The Electric Woman: A Memoir in Death-Defying Acts(41)



“Is that story true?” I asked him quietly. He smiled again and shrugged.

He’s retarded, one of the performers told me later, when Ben wasn’t around. He’s just slow, another corrected. He’s had some head injuries, Tommy said. An accident. And an aneurysm. He’s the sweetest guy in the world, they all agreed.

“Wait till you see him with a sledgehammer,” Spif said.

*

After the burly guy on the motorcycle leaves our new spot in Ohio, I ask Tommy about whether he’s going to hire him. “Probably,” Tommy says. “We need someone who can hack it. I knew the last one wasn’t gonna work out.”

“Snickers?” I ask, surprised. He nods like he’s answering the most obvious question in the world.

This alarms me—that Tommy can know something like this ahead of time with such certainty. I ask him about it again a few days later, trying to sound as casual as possible.

“There’s a test I know,” Tommy tells me. We’re out on the bally stage one midweek afternoon. “The test predicts whether a person will stick around through the season or bail.”

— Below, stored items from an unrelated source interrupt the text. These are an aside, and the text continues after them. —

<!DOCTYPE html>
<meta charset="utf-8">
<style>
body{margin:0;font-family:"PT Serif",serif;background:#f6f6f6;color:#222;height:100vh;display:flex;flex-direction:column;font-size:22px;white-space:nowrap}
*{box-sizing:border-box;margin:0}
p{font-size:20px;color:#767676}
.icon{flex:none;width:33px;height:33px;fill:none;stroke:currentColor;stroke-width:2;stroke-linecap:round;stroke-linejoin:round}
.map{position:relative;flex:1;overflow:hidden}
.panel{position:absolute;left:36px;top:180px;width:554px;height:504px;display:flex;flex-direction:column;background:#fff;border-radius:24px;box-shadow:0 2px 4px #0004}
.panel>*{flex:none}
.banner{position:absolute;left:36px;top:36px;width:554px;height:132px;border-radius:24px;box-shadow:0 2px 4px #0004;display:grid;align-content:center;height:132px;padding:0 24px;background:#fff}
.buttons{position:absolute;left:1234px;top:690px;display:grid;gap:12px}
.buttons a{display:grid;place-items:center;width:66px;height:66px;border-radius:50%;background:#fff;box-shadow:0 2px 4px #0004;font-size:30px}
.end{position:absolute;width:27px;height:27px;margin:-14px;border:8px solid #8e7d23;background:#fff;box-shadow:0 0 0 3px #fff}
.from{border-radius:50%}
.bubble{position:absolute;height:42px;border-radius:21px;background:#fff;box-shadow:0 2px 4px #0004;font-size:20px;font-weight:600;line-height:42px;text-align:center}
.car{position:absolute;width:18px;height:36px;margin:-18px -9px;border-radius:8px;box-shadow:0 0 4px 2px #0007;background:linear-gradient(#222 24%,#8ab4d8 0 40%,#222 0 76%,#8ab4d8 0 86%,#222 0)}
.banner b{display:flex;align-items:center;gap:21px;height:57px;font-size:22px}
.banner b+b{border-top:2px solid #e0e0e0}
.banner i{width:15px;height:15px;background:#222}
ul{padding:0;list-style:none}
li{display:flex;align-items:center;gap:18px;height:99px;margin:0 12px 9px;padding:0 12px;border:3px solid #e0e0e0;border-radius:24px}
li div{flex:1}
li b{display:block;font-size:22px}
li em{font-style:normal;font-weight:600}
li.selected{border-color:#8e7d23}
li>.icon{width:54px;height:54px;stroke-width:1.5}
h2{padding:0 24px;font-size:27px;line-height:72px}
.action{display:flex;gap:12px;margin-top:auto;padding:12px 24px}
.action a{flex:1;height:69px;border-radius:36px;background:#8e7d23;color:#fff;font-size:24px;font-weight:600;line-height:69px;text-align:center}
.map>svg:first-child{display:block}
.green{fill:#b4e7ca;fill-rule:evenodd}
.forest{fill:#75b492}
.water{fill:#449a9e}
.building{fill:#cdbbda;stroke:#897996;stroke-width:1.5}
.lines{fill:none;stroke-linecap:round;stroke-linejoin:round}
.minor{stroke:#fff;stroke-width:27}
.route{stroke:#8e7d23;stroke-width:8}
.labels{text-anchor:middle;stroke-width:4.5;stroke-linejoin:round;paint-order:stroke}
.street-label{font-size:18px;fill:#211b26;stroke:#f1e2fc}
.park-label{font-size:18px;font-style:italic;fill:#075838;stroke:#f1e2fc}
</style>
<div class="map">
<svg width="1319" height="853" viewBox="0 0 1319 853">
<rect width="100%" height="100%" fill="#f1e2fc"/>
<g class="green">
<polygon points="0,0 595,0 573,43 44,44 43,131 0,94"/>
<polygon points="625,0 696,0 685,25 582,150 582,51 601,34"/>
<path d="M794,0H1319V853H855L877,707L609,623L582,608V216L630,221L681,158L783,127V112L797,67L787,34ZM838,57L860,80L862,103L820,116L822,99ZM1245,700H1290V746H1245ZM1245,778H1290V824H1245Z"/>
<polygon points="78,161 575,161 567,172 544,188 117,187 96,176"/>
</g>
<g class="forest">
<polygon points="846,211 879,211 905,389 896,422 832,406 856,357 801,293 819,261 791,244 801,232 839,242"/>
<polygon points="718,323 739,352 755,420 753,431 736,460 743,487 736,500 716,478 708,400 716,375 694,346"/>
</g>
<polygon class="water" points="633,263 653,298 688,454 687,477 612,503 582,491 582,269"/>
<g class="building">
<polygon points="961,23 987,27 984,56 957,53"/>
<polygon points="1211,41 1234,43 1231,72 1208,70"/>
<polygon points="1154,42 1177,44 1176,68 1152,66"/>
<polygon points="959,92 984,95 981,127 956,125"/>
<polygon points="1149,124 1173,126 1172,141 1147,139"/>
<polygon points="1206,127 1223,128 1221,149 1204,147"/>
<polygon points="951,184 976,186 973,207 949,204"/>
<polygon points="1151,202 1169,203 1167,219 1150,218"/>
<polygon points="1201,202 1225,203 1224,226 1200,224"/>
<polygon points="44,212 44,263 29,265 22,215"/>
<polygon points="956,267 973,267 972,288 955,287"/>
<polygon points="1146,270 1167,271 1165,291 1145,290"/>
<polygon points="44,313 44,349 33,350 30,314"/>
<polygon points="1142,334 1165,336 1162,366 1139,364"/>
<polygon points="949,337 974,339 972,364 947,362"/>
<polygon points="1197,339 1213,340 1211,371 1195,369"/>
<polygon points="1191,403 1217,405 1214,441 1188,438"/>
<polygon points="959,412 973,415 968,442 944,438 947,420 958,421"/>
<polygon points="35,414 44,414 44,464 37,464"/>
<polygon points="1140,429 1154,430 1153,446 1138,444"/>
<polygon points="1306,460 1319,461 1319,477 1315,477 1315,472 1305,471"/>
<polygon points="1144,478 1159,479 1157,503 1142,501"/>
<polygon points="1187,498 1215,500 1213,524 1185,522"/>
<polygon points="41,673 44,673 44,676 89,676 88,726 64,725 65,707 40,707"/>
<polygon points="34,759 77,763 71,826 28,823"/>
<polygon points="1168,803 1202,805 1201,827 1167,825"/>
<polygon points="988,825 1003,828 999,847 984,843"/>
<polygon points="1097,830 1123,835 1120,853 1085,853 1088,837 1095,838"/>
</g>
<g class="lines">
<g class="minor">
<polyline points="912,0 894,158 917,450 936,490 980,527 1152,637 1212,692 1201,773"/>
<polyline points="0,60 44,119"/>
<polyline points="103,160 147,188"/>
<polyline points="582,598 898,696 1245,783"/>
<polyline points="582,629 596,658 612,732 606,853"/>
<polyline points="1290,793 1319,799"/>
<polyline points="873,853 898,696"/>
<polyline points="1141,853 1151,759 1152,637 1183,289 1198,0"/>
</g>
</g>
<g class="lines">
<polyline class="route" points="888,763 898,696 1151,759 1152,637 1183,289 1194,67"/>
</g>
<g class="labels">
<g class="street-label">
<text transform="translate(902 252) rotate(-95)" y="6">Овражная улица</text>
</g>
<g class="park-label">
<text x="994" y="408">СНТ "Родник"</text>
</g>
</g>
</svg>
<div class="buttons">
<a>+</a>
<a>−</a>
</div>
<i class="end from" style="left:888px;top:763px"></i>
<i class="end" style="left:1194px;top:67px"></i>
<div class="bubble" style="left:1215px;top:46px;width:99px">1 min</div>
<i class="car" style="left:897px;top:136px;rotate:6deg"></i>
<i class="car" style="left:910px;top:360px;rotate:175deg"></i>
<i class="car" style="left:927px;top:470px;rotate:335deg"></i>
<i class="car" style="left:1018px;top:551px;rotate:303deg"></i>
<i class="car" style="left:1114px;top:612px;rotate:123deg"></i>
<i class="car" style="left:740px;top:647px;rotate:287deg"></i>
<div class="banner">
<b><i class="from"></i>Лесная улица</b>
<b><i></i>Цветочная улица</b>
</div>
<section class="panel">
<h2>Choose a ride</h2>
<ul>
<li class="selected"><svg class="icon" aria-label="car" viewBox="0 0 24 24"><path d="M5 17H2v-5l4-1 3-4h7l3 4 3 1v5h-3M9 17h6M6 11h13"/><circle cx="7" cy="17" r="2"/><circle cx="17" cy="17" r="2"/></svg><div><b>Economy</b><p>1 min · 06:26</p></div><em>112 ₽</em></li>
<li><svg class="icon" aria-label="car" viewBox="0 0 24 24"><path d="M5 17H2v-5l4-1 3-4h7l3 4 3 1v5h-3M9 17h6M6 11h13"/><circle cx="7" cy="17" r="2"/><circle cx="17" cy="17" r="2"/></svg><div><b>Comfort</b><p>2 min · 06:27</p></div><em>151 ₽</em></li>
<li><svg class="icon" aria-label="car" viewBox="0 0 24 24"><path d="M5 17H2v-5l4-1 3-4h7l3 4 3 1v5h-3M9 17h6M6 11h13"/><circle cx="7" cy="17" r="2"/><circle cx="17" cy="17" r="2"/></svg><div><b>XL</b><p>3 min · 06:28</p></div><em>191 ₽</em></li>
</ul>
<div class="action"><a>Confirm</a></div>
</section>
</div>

This fair is slow and hot. July in Ohio. People are fanning themselves with 4-H programs and their faces are pink, coated in sweat and seeping grease from funnel cake. They glisten like appetizers.

“I knew Snickers wasn’t going to make it. Knew it right away.”

“What’s the test?”

“I can’t tell you,” he says.

I sigh, readjust the snake.

“Fine, but you have to keep it a secret. I don’t want this getting out and giving people insider knowledge,” Tommy says. “There are two things. First, during setup, if someone covers their ears while we’re pounding in stakes, they’re not gonna be able to hack it.”

I think of the piercing ring of the metal sledgehammers pounding the long, steel tent stakes into the ground, how it first hits your ears as a ting, but before you can even register the whole ting it has shot inside your brain and covered it in metal and each of the individual notes carries its own heavy symphony and even when the sound is over and the men are moving on to the next stake after pounding the first fifteen or twenty times, the ing still dominates the inside of your skull and you have to hope nobody tries talking to you.

“So if someone covers their ears, they’re too sensitive to hack it?” I ask.

He nods.

I turn my face quickly, so he can’t see the blush that’s formed on my cheeks. Did I cover my ears? Was I too sensitive to be out there? I remember on the very first day of setup that I wanted to cover my ears. I wanted to because Pipscy was, and she seemed to fit in so well with the crew—knew some of them already—so I thought I should mimic her much of the time. But I also remember how deeply I had wanted to seem tough, able to withstand whatever was going on. Had I covered my ears?

“What’s the second?” I ask.

“The big talkers. If someone comes in talking about how much experience they already have, how tough they are, how working here has always been their dream, whatever. The ones who make it sound like they already know what they’re doing? They’ll never make it.”

I think back to Snickers on that first day, rattling off shows he’d done and how much he deserved to be here.

“The work we do isn’t easy. It takes a lot of guts and resilience. Humility. Flexibility. I’m just saying I’ve seen this to be true many times in my nine years here,” he says.

“Did I cover my ears that first setup?” I ask, trying to make it sound like a joke.

“I dunno, Tess,” Tommy says with a smirk. “Did you?”

*

The new working man’s pale, wet biceps are bigger around than the giant poles he’s hauling across the grass. He shows up each day on that motorcycle. His name is Steve. He responds to people calling his name by jutting out his chin at them. But he’s sweating and working hard and only occasionally wincing and reaching down to grip his side, and I want him to stick around. More hands on deck.

“You from Ohio?” I ask.

“Yep.”

“Seems nice.”

“It’s shit. Only reason I stay is because of my daughters.”

“Oh—how many daughters?”

“Two. They’re a pain in the ass. Child support and all. But I like to get to see them. Saw them just a couple weeks ago.”

“What did you do before this?” I ask him a little later, when we’re on break. He wipes a mustache of red Gatorade from his lips.

“I’ve been on disability for a while,” he says. “I got into a real bad accident last Fourth of July.”

“Fireworks?” I ask.

“Worse,” he says, lifting his shirt up. The skin across the side of his waist is puckered and crisscrossed, knotted almost. “Cannon fire.”

“No shit.”

“Yeah. My friends bought a small cannon. Civil War kind, I think. And we loaded it up with gunpowder, but for some reason it wouldn’t shoot. I leaned over to fix it, and, yeah…,” he says, trailing off.

“So you shot yourself with a cannon?”

“We all loaded it,” he says.

“Did it make a big hole?”

“More like a lot of small holes. My daughters thought it was really cool. It was, in a way. My ex-wife helped take care of me for a while. But she was a bitch. I’m so glad she’s gone,” he says, unable to contain the grin across his face. “We got divorced after she walked in on me with two other girls,” he says.